A python project that uses LLMs, to analyze LLMs, built using an LLM. 90% of this code is generated using cline and Clude 3.5 Sonnet

What it does

Currently it does one thing. Tells you what code libraries and APIs LLMs are using when writing code. This project solves the challenge of creating enough samples to get good coverage and scaling it cover different models and domains. Design Diagram

See DESIGN DETAILS for more details on the design

Features

  • Generate product ideas using LLM models
  • Convert product ideas into detailed requirements
  • Generate code implementations based on requirements
  • Analyze and track frameworks used in generated code
  • Comprehensive dependency tracking and analysis
  • Flexible workflow with ability to start from any step
  • Custom working directory naming
  • Verified at num ideas up to 100
  • Verified against Llama, Antropic, Qwen, OpenAI and DeepSeek models

Requirements

  • Python 3.10 or higher
  • OpenRouter API key

Installation

  1. Clone the repository:
git clone https://github.com/byjlw/llm-analysis.git
cd llm-analysis
  1. Create and activate a virtual environment:
python3 -m venv .venv
source .venv/bin/activate  # On Windows, use: .venv\Scripts\activate
  1. Install the package:
pip install -e .

Usage

Run the code dependency analysis with default settings:

llm-analysis coding-dependencies --api-key your-api-key-here

Customize the run with command-line options:

llm-analysis coding-dependencies \
    --config path/to/config.json \
    --model meta-llama/llama-3.3-70b-instruct \
    --output-dir custom/output/path \
    --log-level DEBUG \
    --start-step 2 \
    --working-dir my-project

Multi-Model Analysis Script

Analyze multiple models at once using this script.
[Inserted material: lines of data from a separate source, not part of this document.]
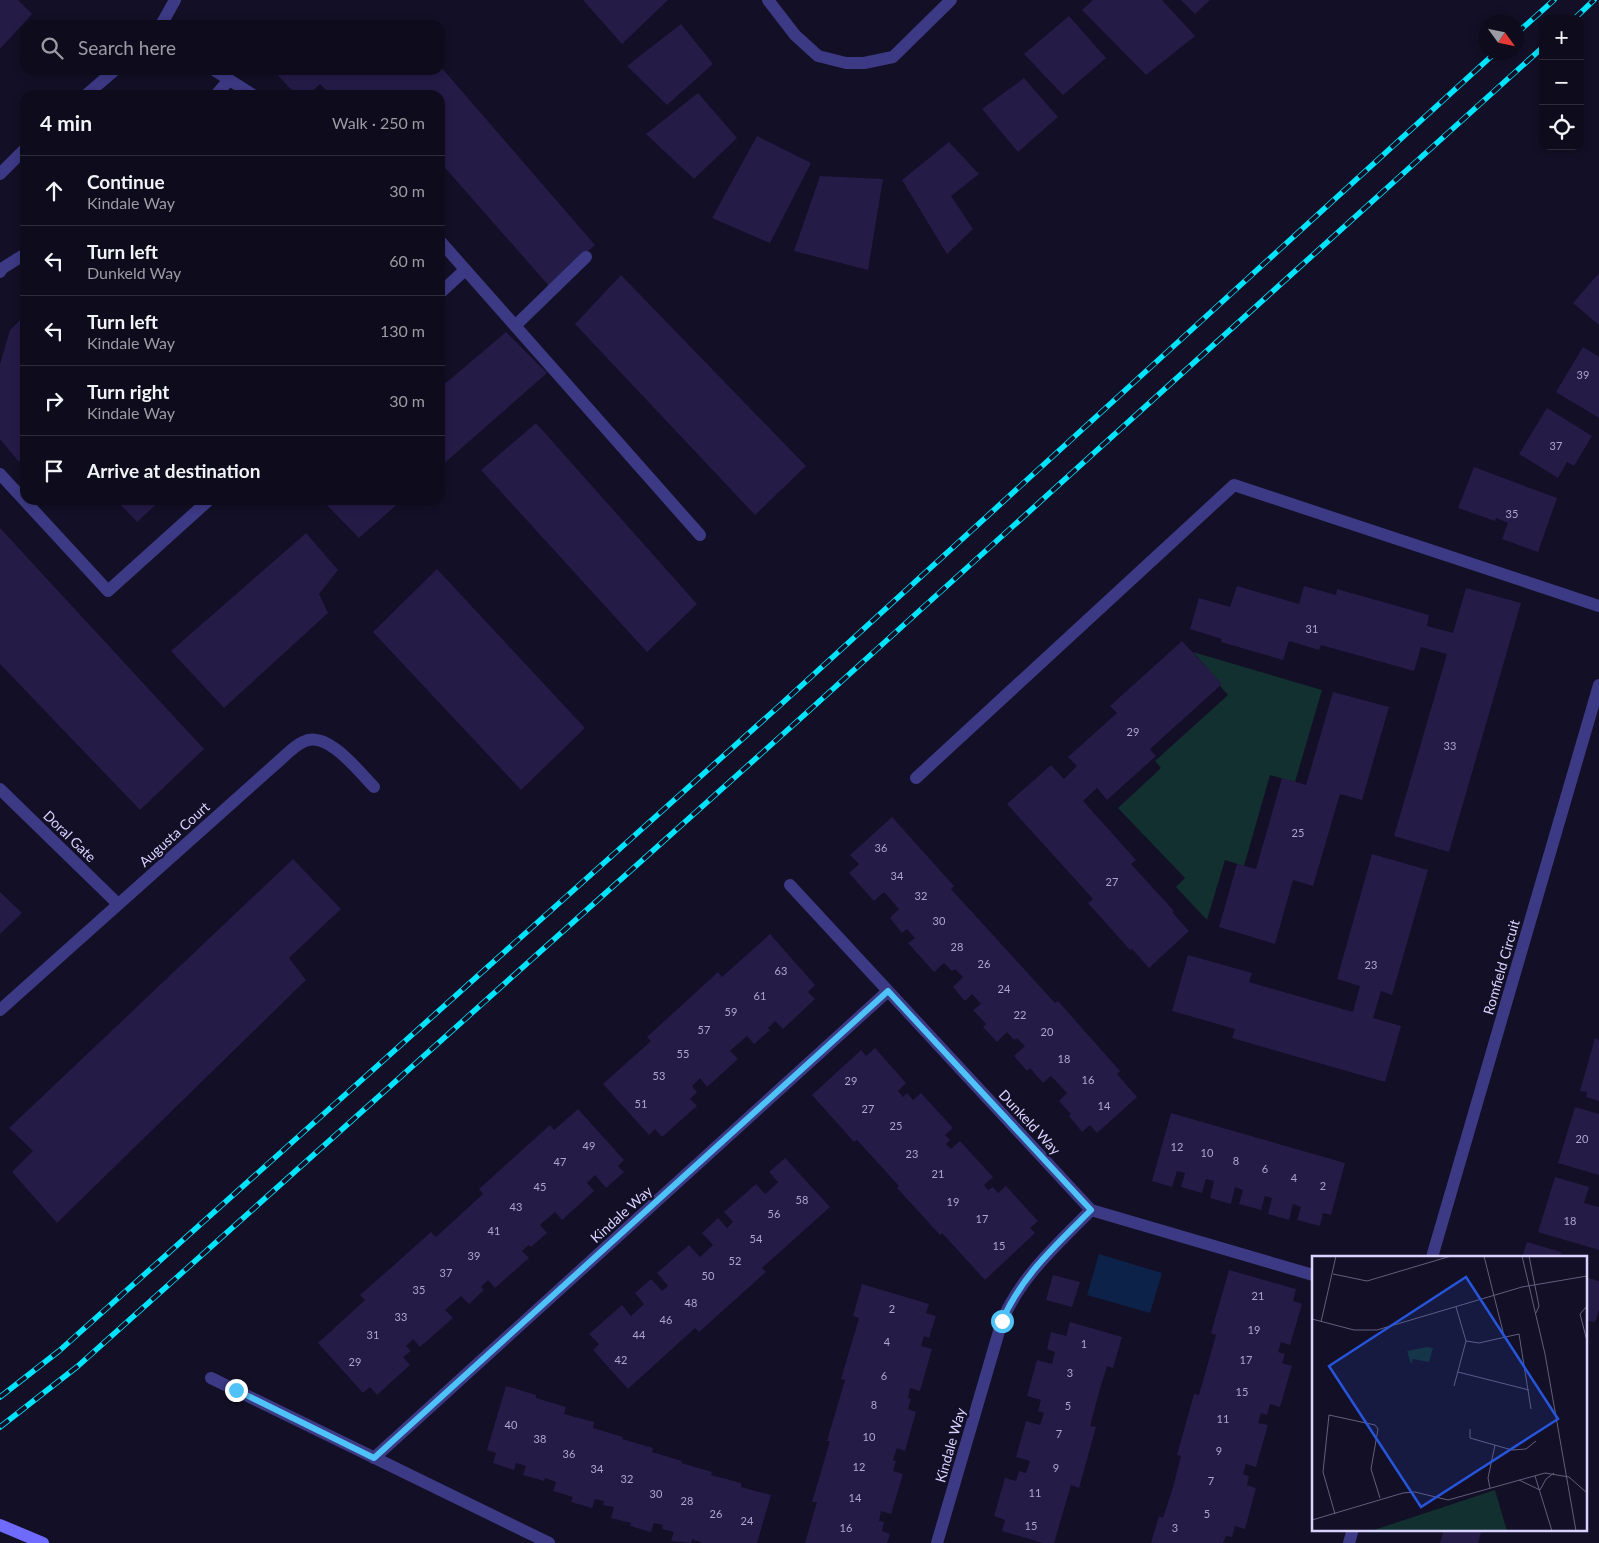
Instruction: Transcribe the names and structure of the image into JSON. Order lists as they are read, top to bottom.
{
  "streets": {
    "street": [
      "Augusta Court",
      "Doral Gate",
      "Romfield Circuit",
      "Dunkeld Way",
      "Kindale Way"
    ]
  },
  "crossings": [
    ["Augusta Court", "Doral Gate"],
    ["Dunkeld Way", "Kindale Way"]
  ],
  "house_numbers": [
    "39",
    "37",
    "35",
    "31",
    "29",
    "33",
    "25",
    "36",
    "34",
    "27",
    "32",
    "30",
    "28",
    "26",
    "23",
    "63",
    "24",
    "61",
    "59",
    "22",
    "57",
    "20",
    "55",
    "18",
    "53",
    "16",
    "29",
    "51",
    "14",
    "27",
    "25",
    "20",
    "49",
    "12",
    "10",
    "23",
    "8",
    "47",
    "6",
    "21",
    "4",
    "2",
    "45",
    "58",
    "19",
    "43",
    "56",
    "17",
    "18",
    "41",
    "54",
    "15",
    "39",
    "52",
    "37",
    "50",
    "35",
    "21",
    "48",
    "2",
    "33",
    "46",
    "19",
    "31",
    "44",
    "4",
    "1",
    "42",
    "17",
    "29",
    "3",
    "6",
    "15",
    "8",
    "5",
    "11",
    "40",
    "7",
    "10",
    "38",
    "9",
    "36",
    "12",
    "9",
    "34",
    "32",
    "7",
    "11",
    "30",
    "14",
    "28",
    "26",
    "5",
    "24",
    "15",
    "16",
    "3"
  ],
  "north": "bottom right",
  "page": {
    "map_buttons": ["+", "−"],
    "search": "Search here",
    "heading": ["4 min", "Walk · 250 m"],
    "list": [
      ["Continue", "Kindale Way", "30 m"],
      ["Turn left", "Dunkeld Way", "60 m"],
      ["Turn left", "Kindale Way", "130 m"],
      ["Turn right", "Kindale Way", "30 m"],
      "Arrive at destination"
    ]
  }
}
Update the script with the models you want to use.

./coding_dependencies_job.sh <api_key> [num_ideas] [start_step working_dir]

Parameters:

  • api_key: (Required) Your OpenRouter API key
  • num_ideas: (Optional) Number of ideas to generate (defaults to 15)
  • start_step: (Optional) Which pipeline stage to start from (1-4)
  • working_dir: (Required if start_step is provided) Name of the working directory

Examples:

# Basic usage - creates timestamped directory
./coding_dependencies_job.sh sk_or_...

# Generate 20 ideas - creates timestamped directory
./coding_dependencies_job.sh sk_or_... 20

# Start from step 2 using existing directory
./coding_dependencies_job.sh sk_or_... 15 2 my_analysis

The script:

  • Runs analysis using multiple models
  • Directory structure:
    • Creates a parent working directory (timestamp if not specified)
    • Each model gets its own subdirectory within the working directory
  • When starting from a later step (2-4):
    • Uses the specified working directory
    • Skips models that don't have existing subdirectories
  • Continues to next model if one fails
  • Includes delay between runs to prevent rate limiting

Example output structure:

output/
└── 03-15-24-14-30-45/          # Parent directory (timestamp or user-specified)
    ├── qwen_qwen-2.5-coder-32b-instruct/
    │   ├── ideas.json
    │   ├── requirements/
    │   ├── code/
    │   └── dependencies.json
    ├── meta-llama_llama-3.3-70b-instruct/
    ├── openai_gpt-4o-2024-11-20/
    └── deepseek_deepseek-chat/

Available Steps

The code dependency analysis follows a 4-step process:

  1. Ideas Generation (--start-step 1 or --start-step ideas)
  2. Requirements Analysis (--start-step 2 or --start-step requirements)
  3. Code Generation (--start-step 3 or --start-step code)
  4. Dependencies Collection (--start-step 4 or --start-step dependencies)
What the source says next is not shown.